2 The Optimal Design computer program was utilized to calculate power for multilevel model analyses in the current study (Raudenbush, Citation2011). Given that the number of treatment groups in the study was fixed, the MDES approach was used. This approach computes the minimum effect size that can be detected at a particular level of power for a pre-specified sample size. With power set at .80, and the predicted intra-class correlation at the group level set at 0.10, a moderate effect size could be achieved with 24 groups.

3 MITI standards for beginning proficiency: Percent MI-Adherent = 90%; Percent open questions = 50%; Percent complex reflections = 40%; Reflection-to-question ratio = 1.0; Global score ratings of Empathy, Direction and MI Spirit = an average of 3.5.

4 In order to examine whether or not each type of motivational language made distinct contributions to client outcome, we conducted additional analyses for which we entered the percentage of change talk (change talk/total utterances) and the percentage of counter-change talk (counter-change talk/total utterances) in separate models. Neither the percentage of change talk (t (91.49) = −0.18, p = .859) or the percentage of counter-change talk (t (90.94) = 0.20, p = .845) predicted CBT treatment outcome.

5 In order to examine whether outcome analyses were affected by missing data due to participant dropout, we utilized the pattern-mixture approach detailed by Atkins (Citation2005).
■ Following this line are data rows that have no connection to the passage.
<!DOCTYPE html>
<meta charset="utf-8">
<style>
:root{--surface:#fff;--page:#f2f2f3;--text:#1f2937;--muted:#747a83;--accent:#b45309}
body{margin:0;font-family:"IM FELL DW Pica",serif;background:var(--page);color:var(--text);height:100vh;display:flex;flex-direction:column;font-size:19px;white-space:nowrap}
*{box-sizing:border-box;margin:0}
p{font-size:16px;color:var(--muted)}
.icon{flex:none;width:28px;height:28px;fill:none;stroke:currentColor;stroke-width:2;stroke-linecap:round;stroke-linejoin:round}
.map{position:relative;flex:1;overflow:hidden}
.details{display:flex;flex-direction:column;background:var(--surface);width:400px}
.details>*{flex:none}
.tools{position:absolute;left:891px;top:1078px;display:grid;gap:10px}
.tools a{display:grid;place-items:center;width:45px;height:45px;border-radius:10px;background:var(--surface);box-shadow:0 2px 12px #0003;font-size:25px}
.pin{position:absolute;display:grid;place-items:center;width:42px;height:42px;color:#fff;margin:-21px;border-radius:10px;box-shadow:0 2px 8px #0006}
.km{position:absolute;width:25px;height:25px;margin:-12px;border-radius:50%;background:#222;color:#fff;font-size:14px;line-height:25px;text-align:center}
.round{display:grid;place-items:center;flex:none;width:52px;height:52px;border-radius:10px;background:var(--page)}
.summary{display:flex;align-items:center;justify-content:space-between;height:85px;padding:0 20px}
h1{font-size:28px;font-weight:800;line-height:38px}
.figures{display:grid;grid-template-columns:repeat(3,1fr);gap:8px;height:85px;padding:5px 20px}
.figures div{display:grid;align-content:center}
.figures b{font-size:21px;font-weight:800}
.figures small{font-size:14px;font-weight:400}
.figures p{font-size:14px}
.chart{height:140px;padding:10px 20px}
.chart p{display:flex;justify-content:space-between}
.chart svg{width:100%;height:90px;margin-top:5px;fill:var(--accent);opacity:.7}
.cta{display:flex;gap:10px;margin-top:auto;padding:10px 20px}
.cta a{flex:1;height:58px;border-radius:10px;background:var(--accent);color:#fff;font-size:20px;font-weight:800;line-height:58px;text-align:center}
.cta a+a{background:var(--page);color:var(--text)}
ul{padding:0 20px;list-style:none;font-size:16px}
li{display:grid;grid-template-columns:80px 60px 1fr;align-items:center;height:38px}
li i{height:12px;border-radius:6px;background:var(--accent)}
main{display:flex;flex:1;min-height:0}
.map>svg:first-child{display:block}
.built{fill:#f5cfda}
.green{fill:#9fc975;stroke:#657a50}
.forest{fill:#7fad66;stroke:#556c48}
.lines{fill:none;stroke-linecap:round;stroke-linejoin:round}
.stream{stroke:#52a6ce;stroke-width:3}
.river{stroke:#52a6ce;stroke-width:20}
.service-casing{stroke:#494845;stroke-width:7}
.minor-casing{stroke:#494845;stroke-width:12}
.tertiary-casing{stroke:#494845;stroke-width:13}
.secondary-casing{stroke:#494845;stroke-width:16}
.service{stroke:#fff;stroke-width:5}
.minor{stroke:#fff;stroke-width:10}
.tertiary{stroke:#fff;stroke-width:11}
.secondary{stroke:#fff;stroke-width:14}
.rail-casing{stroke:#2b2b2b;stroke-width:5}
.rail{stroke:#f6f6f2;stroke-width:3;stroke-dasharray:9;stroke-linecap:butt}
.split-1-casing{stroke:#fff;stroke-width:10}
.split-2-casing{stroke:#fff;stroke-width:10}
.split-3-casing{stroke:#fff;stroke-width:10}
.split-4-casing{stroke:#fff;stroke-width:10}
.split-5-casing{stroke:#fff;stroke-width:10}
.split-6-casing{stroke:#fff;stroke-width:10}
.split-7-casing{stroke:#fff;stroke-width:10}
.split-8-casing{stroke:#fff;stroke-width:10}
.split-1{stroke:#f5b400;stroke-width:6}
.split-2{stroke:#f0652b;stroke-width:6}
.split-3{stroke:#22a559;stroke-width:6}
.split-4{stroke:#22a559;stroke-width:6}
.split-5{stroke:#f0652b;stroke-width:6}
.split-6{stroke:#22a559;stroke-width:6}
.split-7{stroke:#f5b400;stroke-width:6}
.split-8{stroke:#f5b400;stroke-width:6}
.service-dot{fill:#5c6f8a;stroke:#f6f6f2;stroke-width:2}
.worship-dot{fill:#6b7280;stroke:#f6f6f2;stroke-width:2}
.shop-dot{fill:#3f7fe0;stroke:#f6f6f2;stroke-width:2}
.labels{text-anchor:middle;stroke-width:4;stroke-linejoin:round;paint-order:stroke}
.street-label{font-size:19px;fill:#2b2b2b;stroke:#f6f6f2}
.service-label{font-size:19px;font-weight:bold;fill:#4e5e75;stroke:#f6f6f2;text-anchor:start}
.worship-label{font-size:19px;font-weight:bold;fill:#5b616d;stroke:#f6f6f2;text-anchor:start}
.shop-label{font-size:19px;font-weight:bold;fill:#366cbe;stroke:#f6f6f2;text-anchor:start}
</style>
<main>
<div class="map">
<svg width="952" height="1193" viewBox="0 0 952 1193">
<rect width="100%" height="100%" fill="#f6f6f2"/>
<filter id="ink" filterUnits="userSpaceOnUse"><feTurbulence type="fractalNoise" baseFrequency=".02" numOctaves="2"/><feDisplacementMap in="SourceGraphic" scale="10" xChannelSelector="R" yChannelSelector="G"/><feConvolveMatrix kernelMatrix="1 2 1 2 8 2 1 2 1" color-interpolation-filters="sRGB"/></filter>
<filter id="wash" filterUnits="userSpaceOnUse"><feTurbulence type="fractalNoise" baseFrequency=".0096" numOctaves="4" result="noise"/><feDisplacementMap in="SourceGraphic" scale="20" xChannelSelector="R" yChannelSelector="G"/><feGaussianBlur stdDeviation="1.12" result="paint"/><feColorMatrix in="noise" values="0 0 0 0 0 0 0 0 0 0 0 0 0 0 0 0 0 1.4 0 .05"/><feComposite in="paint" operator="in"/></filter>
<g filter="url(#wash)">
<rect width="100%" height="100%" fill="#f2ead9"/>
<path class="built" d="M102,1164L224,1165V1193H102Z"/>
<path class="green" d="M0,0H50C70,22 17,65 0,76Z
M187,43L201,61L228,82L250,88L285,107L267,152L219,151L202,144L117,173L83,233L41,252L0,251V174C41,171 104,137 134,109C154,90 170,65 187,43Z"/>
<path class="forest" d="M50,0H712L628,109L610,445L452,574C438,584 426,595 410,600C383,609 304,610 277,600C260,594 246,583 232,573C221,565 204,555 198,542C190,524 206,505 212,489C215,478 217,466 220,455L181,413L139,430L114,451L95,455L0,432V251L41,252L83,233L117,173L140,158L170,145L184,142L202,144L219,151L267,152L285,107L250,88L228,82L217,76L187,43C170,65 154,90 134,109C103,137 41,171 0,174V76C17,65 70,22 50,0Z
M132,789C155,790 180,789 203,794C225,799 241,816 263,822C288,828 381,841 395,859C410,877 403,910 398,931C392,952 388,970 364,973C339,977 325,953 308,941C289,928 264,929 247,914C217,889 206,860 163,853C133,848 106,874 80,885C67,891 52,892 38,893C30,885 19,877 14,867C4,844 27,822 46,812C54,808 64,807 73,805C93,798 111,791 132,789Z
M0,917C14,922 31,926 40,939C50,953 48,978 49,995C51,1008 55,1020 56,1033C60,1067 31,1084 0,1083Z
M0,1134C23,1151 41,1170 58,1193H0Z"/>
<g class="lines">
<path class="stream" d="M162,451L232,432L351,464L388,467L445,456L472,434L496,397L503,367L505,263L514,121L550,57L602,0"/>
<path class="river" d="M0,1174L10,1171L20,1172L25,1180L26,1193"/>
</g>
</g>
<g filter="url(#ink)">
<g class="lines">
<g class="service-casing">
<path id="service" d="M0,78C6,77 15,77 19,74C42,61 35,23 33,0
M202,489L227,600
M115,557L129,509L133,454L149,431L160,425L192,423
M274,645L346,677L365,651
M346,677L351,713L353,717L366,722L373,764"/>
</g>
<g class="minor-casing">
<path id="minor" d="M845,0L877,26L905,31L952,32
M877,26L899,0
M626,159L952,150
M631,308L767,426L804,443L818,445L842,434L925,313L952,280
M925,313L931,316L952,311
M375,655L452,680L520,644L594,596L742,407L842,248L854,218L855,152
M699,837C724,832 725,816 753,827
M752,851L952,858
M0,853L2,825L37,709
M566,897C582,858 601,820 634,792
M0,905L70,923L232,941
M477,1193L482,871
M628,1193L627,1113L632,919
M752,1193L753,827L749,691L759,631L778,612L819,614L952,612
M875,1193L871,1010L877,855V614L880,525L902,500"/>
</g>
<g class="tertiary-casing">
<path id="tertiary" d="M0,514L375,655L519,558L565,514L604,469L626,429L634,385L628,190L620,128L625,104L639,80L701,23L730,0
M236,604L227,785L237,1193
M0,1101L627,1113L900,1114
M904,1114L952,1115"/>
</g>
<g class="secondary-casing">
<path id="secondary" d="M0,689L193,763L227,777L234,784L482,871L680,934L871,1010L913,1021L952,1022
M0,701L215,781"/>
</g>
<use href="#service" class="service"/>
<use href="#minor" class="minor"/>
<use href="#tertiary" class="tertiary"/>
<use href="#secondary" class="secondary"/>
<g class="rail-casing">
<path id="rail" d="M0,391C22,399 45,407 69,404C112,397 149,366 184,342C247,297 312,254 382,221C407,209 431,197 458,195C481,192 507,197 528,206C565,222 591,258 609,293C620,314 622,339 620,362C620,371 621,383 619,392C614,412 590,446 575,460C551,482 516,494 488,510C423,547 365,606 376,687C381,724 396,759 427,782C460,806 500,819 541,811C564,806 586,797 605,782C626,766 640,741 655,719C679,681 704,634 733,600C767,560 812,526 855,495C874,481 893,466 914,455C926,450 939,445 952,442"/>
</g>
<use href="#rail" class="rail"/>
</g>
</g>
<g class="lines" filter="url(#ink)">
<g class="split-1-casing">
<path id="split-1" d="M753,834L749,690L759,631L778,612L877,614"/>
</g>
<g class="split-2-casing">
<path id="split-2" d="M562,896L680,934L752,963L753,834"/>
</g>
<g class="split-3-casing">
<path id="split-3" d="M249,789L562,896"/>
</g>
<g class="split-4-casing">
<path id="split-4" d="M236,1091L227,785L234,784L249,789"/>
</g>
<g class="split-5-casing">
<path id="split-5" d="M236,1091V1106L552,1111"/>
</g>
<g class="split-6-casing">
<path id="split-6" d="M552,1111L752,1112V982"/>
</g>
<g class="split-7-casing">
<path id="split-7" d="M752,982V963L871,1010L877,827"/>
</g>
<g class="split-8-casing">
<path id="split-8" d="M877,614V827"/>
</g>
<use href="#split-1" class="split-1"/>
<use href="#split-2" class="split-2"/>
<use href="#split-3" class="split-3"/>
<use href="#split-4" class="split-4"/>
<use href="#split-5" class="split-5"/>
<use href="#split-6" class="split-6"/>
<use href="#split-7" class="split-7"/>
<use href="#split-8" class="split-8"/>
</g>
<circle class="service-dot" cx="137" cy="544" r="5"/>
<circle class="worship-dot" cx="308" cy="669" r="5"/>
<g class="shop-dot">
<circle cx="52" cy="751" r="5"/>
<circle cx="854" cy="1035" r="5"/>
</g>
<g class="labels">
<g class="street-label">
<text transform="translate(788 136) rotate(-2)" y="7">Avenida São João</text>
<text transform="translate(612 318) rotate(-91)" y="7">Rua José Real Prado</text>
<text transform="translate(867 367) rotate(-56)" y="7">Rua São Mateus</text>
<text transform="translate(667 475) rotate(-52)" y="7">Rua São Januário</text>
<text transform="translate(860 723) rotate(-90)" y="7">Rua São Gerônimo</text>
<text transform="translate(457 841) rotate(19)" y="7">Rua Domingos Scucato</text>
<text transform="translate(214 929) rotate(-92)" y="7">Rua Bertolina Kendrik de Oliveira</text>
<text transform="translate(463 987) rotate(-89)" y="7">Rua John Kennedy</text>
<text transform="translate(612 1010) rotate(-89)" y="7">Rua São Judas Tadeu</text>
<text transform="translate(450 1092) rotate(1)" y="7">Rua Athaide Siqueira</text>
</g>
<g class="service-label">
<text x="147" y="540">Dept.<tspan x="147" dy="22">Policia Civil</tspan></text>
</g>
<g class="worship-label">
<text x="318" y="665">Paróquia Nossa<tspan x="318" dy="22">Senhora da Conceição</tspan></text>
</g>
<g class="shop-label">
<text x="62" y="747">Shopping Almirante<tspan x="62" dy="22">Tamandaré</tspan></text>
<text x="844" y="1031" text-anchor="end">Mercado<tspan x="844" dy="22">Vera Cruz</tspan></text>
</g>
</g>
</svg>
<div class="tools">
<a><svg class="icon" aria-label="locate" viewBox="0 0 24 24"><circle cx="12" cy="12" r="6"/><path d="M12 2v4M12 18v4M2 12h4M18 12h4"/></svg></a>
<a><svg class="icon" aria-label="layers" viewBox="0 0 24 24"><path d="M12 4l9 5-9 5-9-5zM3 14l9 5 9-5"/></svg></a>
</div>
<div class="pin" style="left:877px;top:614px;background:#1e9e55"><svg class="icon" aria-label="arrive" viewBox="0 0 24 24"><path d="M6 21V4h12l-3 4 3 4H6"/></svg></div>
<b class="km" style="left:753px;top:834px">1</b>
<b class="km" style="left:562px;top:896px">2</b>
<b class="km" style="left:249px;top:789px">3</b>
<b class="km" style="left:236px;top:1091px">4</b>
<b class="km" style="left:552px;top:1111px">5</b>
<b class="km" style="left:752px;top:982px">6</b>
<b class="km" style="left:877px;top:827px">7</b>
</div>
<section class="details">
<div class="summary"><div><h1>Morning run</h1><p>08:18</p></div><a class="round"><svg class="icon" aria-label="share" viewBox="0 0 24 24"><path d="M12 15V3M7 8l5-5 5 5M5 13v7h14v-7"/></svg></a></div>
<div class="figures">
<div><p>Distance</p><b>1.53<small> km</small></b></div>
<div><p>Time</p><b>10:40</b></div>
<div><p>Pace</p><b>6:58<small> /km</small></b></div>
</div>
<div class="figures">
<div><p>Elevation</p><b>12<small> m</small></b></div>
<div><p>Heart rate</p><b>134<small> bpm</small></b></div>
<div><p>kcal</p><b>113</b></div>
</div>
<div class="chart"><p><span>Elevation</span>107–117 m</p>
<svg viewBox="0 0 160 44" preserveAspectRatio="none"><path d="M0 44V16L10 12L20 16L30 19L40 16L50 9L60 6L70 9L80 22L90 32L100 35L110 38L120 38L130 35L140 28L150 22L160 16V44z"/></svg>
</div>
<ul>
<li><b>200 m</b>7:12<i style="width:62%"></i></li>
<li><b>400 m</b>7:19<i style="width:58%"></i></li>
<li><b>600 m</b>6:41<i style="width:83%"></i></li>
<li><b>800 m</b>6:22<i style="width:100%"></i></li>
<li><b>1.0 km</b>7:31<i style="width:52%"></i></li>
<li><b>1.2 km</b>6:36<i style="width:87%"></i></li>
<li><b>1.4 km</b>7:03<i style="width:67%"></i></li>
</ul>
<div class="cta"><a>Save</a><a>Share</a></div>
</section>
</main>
A dummy variable for participant drop-out was added to each multi-level model as a predictor, along with the interaction term between drop-out and predictors. In both the therapist behaviour and client language models, the drop-out variable and it’s interactions were non-significant.

Additional information

Funding

The research was supported in part by the National Health and Medical Research Council [NHMRC Project Grant 102411].